# NB01 - Data Collection
**Author:** Thea West

**Description:**

This notebook walks through the process of collecting, cleaning, and compiling weather data from 5 cities into one CSV file. The data is sourced from [Open Meteo](https://open-meteo.com/en/docs/historical-weather-api) and the JSON files from each city are converted to Pandas dataframes. A column is added for city name and the dates are changed to datetime format. Finally the five dataframes are concatenated into one and saved to a CSV file in the data folder.


In [2]:
import pandas as pd
import requests
import json
import os

## Data Collection

I will compare London to four other capital cities in the general geographic area: Dublin, Paris, Brussels, and Amsterdam. All of these cities are within about 350 miles of London and have a relatively similar climate. As far as I am aware, these cities do not have the same reputation for rain as London.

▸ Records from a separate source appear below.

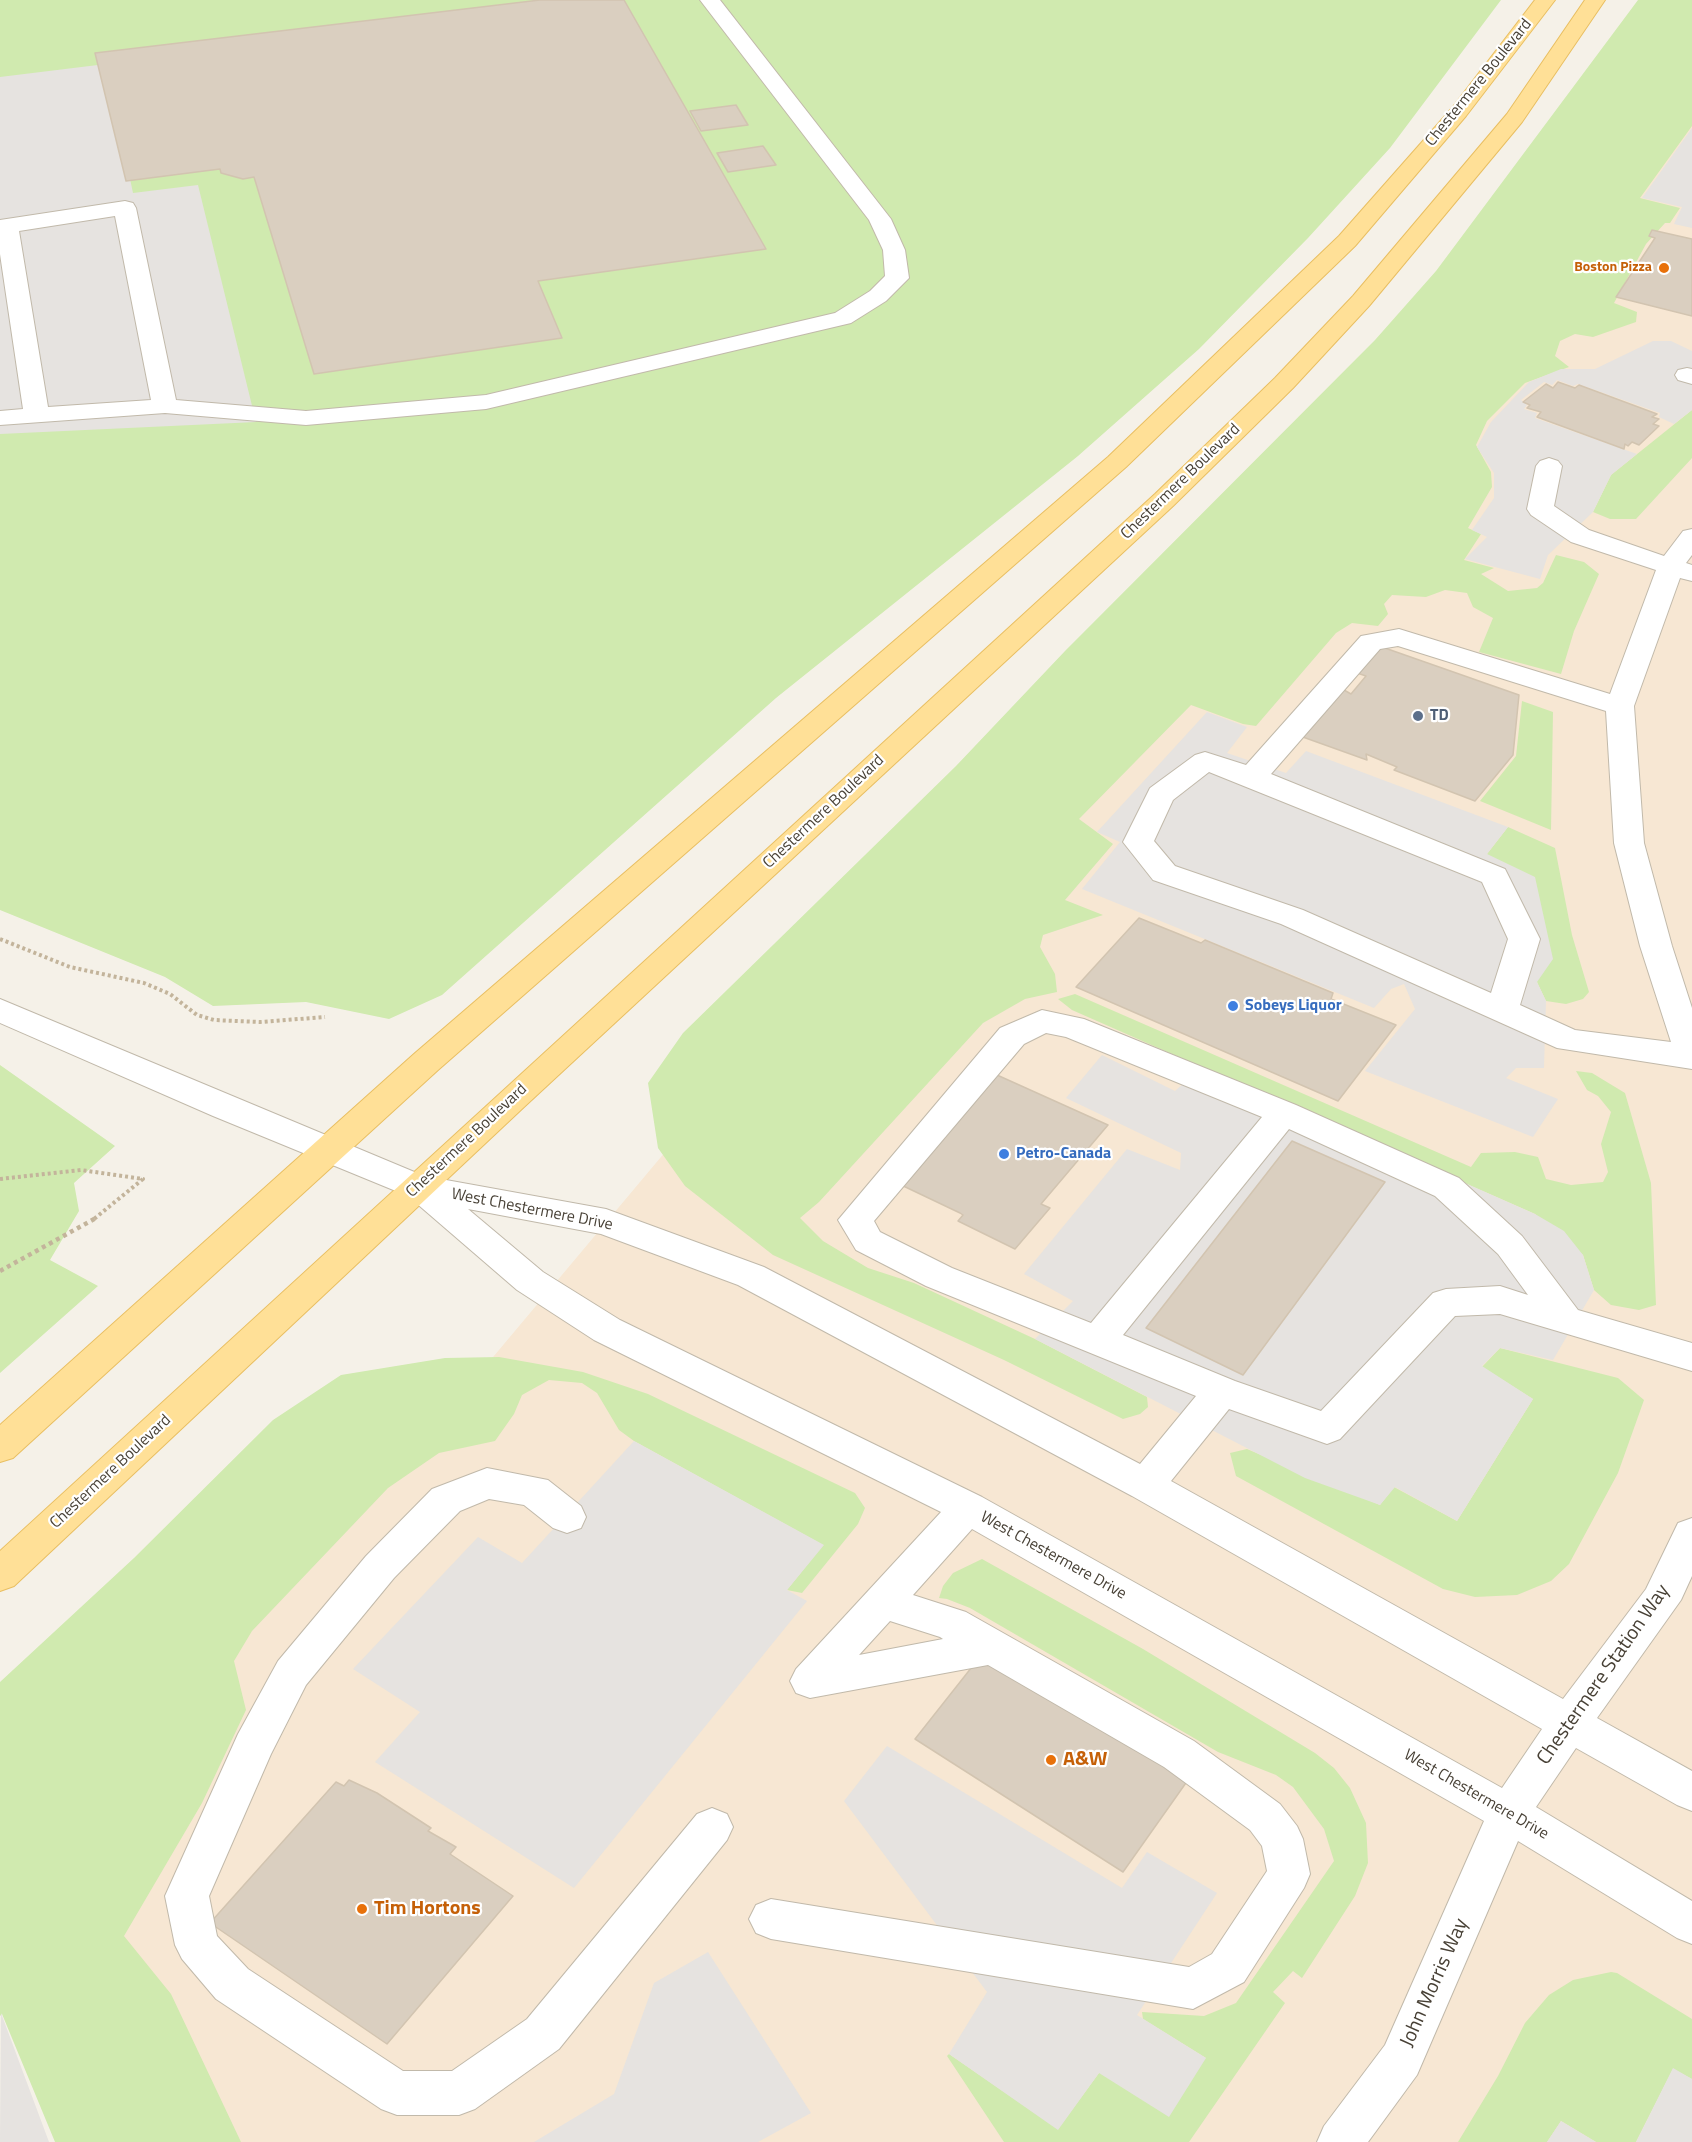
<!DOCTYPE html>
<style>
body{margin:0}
canvas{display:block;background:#f5f1e8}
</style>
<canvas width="1692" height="2142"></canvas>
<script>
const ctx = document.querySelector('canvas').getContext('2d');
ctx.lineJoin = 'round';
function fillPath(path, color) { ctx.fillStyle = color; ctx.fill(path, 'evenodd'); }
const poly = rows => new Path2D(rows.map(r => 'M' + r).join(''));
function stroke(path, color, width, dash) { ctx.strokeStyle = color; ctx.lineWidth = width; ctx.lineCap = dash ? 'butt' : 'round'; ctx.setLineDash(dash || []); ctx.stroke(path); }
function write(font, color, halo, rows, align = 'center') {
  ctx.font = font + ' "Titillium Web",sans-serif'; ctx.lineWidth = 4.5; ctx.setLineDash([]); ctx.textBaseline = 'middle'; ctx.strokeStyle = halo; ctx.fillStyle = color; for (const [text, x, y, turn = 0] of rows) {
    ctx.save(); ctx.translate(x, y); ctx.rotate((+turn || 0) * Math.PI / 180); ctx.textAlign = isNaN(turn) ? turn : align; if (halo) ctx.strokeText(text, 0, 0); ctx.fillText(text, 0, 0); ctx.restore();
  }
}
fillPath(poly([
 [1692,29,1692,2142,163,2142,32,1854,436,1425,713,1095]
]), '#f7e7d3');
fillPath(poly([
 [0,0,1501,0,1390,148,1308,238,1199,349,1078,456,776,698,442,995,389,1019,306,1002,213,1006,165,977,0,910],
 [1638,0,1692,0,1692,126,1640,198,1680,208,1670,223,1665,223,1646,244,1614,303,1637,312,1636,322,1593,337,1575,334,1560,341,1555,356,1569,367,1525,383,1487,421,1476,445,1491,472,1492,487,1468,528,1481,534,1464,560,1494,568,1481,574,1508,591,1537,588,1543,583,1556,555,1584,562,1599,574,1574,631,1561,674,1479,652,1493,618,1473,607,1467,593,1445,590,1426,597,1392,595,1384,604,1388,614,1378,626,1352,623,1336,633,1256,726,1243,724,1191,705,1079,819,1113,844,1065,900,1103,915,1043,935,1040,947,1055,974,1057,992,1025,999,983,1023,819,1202,800,1218,823,1241,868,1268,914,1283,1035,1339,1147,1397,1148,1407,1140,1414,1123,1419,1004,1360,773,1255,685,1186,658,1148,648,1083,683,1033,956,766,1065,651,1375,340,1436,271],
 [1692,410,1692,458,1636,519,1610,519,1593,512,1611,475],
 [1522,701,1553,712,1551,830,1480,801,1516,756],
 [1508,827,1555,848,1572,935,1589,992,1583,999,1566,1004,1546,1001,1537,982,1487,854],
 [1075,994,1471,1167,1481,1153,1515,1152,1538,1157,1546,1179,1571,1185,1603,1182,1608,1172,1601,1144,1611,1112,1598,1096,1587,1090,1576,1071,1592,1073,1625,1093,1651,1183,1656,1305,1639,1310,1611,1305,1594,1290,1583,1255,1535,1214,1072,1010,1058,999],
 [0,1065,115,1146,74,1183,79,1211,50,1260,98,1286,0,1373],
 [1500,1348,1618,1378,1644,1400,1618,1473,1569,1564,1551,1581,1517,1595,1475,1597,1443,1589,1236,1476,1230,1453,1247,1449,1380,1505,1394,1487,1457,1521,1533,1399,1482,1367],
 [499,1357,583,1372,648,1394,855,1493,865,1508,858,1524,802,1593,787,1590,823,1545,634,1441,619,1430,597,1393,582,1383,549,1380,522,1395,514,1414,495,1441,439,1453,388,1488,252,1631,234,1661,246,1710,202,1803,124,1936,171,1994,241,2142,55,2142,2,2014,0,2016,0,1682,134,1558,273,1420,341,1375,445,1358],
 [982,1559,1143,1649,1315,1753,1334,1768,1350,1788,1366,1823,1368,1863,1355,1896,1302,1978,1293,1971,1273,1992,1285,2003,1189,2142,1004,2142,947,2056,949,2054,1058,2129,1099,2073,1206,2058,1143,2019,1142,2012,1204,2016,1236,2003,1334,1861,1324,1829,1293,1787,1276,1775,1218,1752,970,1608,947,1599,939,1598,943,1586,953,1573],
 [1611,1972,1617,1973,1692,2019,1692,2079,1673,2069,1636,2142,1596,2142,1561,2121,1547,2142,1458,2142,1498,2076,1525,2023,1549,1995,1573,1980]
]), '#d0eaaf');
fillPath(poly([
 [106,64,133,193,198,185,256,422,0,434,0,77],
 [1692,128,1692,228,1674,224,1682,207,1642,198],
 [1653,341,1671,341,1692,351,1692,410,1674,424,1659,417,1660,413,1578,384,1573,386,1557,380,1552,385,1544,382,1521,400,1527,405,1524,409,1537,413,1535,418,1637,454,1611,475,1593,512,1548,555,1540,579,1465,559,1487,537,1472,530,1494,498,1494,473,1477,447,1491,422,1529,382,1561,369,1595,369],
 [1207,712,1247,727,1227,753,1286,773,1306,751,1508,827,1487,854,1535,877,1553,959,1537,982,1546,1001,1544,1068,1516,1068,1506,1078,1558,1099,1533,1137,1365,1071,1415,1009,1404,984,1391,989,1374,1008,1082,889,1120,842,1097,832],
 [1102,1055,1175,1091,1202,1067,1535,1214,1564,1231,1583,1255,1594,1290,1553,1360,1500,1348,1482,1366,1533,1399,1457,1521,1395,1487,1380,1505,1305,1478,1035,1339,1073,1301,1024,1274,1127,1149,1180,1170,1181,1153,1066,1098],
 [634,1441,824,1545,787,1590,807,1601,574,1888,375,1762,420,1712,353,1669,478,1537,522,1563],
 [887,1746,1122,1888,1147,1852,1217,1893,1137,2015,1206,2058,1169,2117,1099,2073,1058,2130,949,2054,987,1992,844,1801],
 [708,1952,811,2113,758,2142,534,2142,614,2094,654,1983],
 [1,2013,49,2142,0,2142],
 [1673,2068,1692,2079,1692,2142,1636,2142],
 [1561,2121,1596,2142,1547,2142]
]), '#e6e3e0');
const building = poly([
 [540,0,624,0,766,249,538,281,562,338,314,374,254,177,243,179,221,173,220,169,126,181,95,53,540,0],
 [736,105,748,125,701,131,690,111,736,105],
 [763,146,776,165,728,172,717,153,763,146],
 [1652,230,1692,239,1692,316,1616,297,1655,238,1649,236,1652,230],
 [1558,382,1575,388,1579,385,1657,414,1652,417,1659,419,1653,424,1659,426,1639,445,1632,442,1628,446,1625,444,1624,449,1537,417,1541,412,1527,408,1530,405,1523,402,1546,384,1553,388,1558,382],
 [1382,647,1519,695,1513,755,1475,801,1394,770,1397,767,1366,754,1367,760,1300,736,1344,690,1351,694,1366,676,1357,673,1382,647],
 [1139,918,1201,943,1205,940,1333,993,1331,999,1396,1025,1338,1101,1076,987,1139,918],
 [997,1075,1108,1125,1041,1204,1050,1208,1015,1249,958,1221,963,1215,960,1213,897,1183,997,1075],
 [1292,1141,1385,1182,1243,1375,1146,1328,1292,1141],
 [983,1653,1188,1780,1123,1872,915,1739,983,1653],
 [349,1780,377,1793,431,1828,428,1831,456,1847,450,1854,513,1896,387,2044,210,1923,336,1782,344,1786,349,1780]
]);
fillPath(building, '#dacfc0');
stroke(building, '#d2c4b0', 1.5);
const minor = poly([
 [700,0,720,0,891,219,905,250,909,278,886,301,851,323,486,409,306,425,165,413,0,425,0,411,23,409,0,254,0,220,125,201,133,203,136,208,176,400,306,411,486,395,835,313,870,291,885,276,883,250,869,220,700,0],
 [115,216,151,400,48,407,19,231,115,216],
 [1687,368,1692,369,1692,384,1678,380,1675,375,1678,370,1687,368],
 [1549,458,1558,461,1562,466,1554,506,1589,530,1664,556,1683,531,1692,529,1692,555,1686,563,1692,565,1692,581,1680,578,1634,706,1644,843,1672,946,1692,1008,1692,1069,1557,1048,1281,924,1153,880,1123,842,1150,788,1195,755,1205,752,1246,765,1361,636,1399,629,1610,694,1656,570,1571,542,1531,515,1527,509,1536,466,1540,461,1549,458],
 [1398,646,1606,711,1614,843,1640,946,1671,1042,1575,1030,1520,1005,1540,939,1505,869,1271,774,1380,649,1398,646],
 [1209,772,1482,882,1508,939,1491,993,1303,910,1175,866,1154,841,1173,800,1209,772],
 [0,999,424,1176,606,1209,764,1267,1140,1464,1196,1396,926,1286,856,1250,838,1220,1000,1028,1042,1010,1084,1019,1296,1105,1459,1178,1522,1236,1578,1310,1692,1343,1692,1371,1500,1314,1455,1316,1340,1439,1327,1444,1229,1409,1171,1481,1563,1699,1646,1589,1678,1523,1692,1518,1692,1576,1681,1600,1597,1718,1692,1771,1692,1811,1677,1805,1576,1748,1536,1807,1692,1901,1692,1944,1677,1938,1518,1841,1417,2075,1368,2142,1317,2142,1324,2126,1385,2045,1484,1821,972,1529,913,1595,966,1612,1194,1741,1280,1804,1297,1826,1303,1839,1310,1874,1304,1888,1244,1982,1193,2009,771,1939,756,1933,749,1919,756,1905,771,1899,1189,1967,1212,1954,1267,1871,1262,1846,1250,1830,1164,1767,988,1665,810,1698,796,1693,790,1681,796,1669,941,1512,594,1340,517,1290,408,1196,213,1116,0,1023,0,999],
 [1046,1033,1066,1037,1262,1117,1091,1323,952,1268,880,1232,874,1221,1024,1044,1046,1033],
 [1289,1129,1435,1196,1498,1254,1528,1295,1500,1286,1446,1289,1433,1293,1321,1411,1235,1381,1123,1335,1289,1129],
 [468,1209,601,1234,738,1285,1132,1496,1542,1729,1502,1788,982,1497,620,1320,543,1272,468,1209],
 [890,1621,940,1637,943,1639,859,1655,890,1621],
 [487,1468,548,1480,581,1506,586,1517,581,1528,567,1533,553,1528,524,1505,489,1499,460,1511,394,1578,306,1685,271,1754,209,1896,217,1936,248,1969,403,2071,452,2071,527,2019,697,1814,712,1808,727,1814,733,1827,727,1840,559,2049,475,2109,459,2115,397,2115,381,2109,216,1999,182,1959,175,1945,165,1896,238,1734,278,1661,366,1556,432,1489,487,1468]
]);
const major = poly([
 [1535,0,1555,0,1466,116,1355,246,1126,467,438,1070,13,1458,0,1462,0,1425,414,1054,1108,457,1339,236,1452,108,1535,0],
 [1585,0,1605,0,1522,122,1369,306,1293,388,1173,506,524,1107,14,1586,0,1591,0,1551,1155,494,1275,378,1353,296,1507,114,1585,0]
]);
stroke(minor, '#c1b9aa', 2);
stroke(major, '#e9bf62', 2);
stroke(poly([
 [0,939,70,967,144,983,170,994,197,1015,214,1020,260,1022,325,1017],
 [0,1179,81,1170,143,1179,94,1219]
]), '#c3b49b', 4, [3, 3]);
stroke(poly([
 [0,1271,96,1218]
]), '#c3b49b', 4.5, [4, 4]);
fillPath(minor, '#fff');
fillPath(major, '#ffe097');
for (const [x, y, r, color] of [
 [1664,268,6,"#e8710a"],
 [1418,716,6,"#5c6f8a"],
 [1233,1006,6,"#3f7fe0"],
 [1004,1154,6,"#3f7fe0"],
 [1051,1760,6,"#e8710a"],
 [362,1909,6,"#e8710a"]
]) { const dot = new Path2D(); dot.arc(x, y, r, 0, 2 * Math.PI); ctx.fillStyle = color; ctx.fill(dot); stroke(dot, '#fff', 2); }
write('bold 14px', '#c56008', '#fff', [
 ["Boston Pizza",1652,268]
], 'right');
write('16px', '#484136', '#fff', [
 ["Chestermere Boulevard",1479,83,-51],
 ["Chestermere Boulevard",1181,482,-44],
 ["Chestermere Boulevard",824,812,-43],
 ["Chestermere Boulevard",467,1141,-43],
 ["West Chestermere Drive",532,1210,11],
 ["Chestermere Boulevard",111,1472,-43],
 ["West Chestermere Drive",1053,1556,29],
 ["West Chestermere Drive",1476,1795,30]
]);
write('bold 16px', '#4e5e75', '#fff', [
 ["TD",1430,716]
], 'left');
write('bold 16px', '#366cbe', '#fff', [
 ["Sobeys Liquor",1245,1006],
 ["Petro-Canada",1016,1154]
], 'left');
write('20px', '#484136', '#fff', [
 ["Chestermere Station Way",1604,1675,-55],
 ["John Morris Way",1435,1983,-66]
]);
write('bold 20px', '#c56008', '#fff', [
 ["A&W",1063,1760],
 ["Tim Hortons",374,1909]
], 'left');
</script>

I will compare the raininess of these cities for the year 2024 as this is recent data which spans all seasons throughout the year. 

I will use rain sum (millimeters of rain in a day) and precipitation hours (number of hours it rained in a day). These two measurements will account for two possible measures of raininess: actual volume of rainfall and amount of time it rains. I will compare both with the other cities to see if London is truly ranier. If it is only rainier by one measurement, that may point to how the general public percieves raininess and, by extension, how London got its reputation.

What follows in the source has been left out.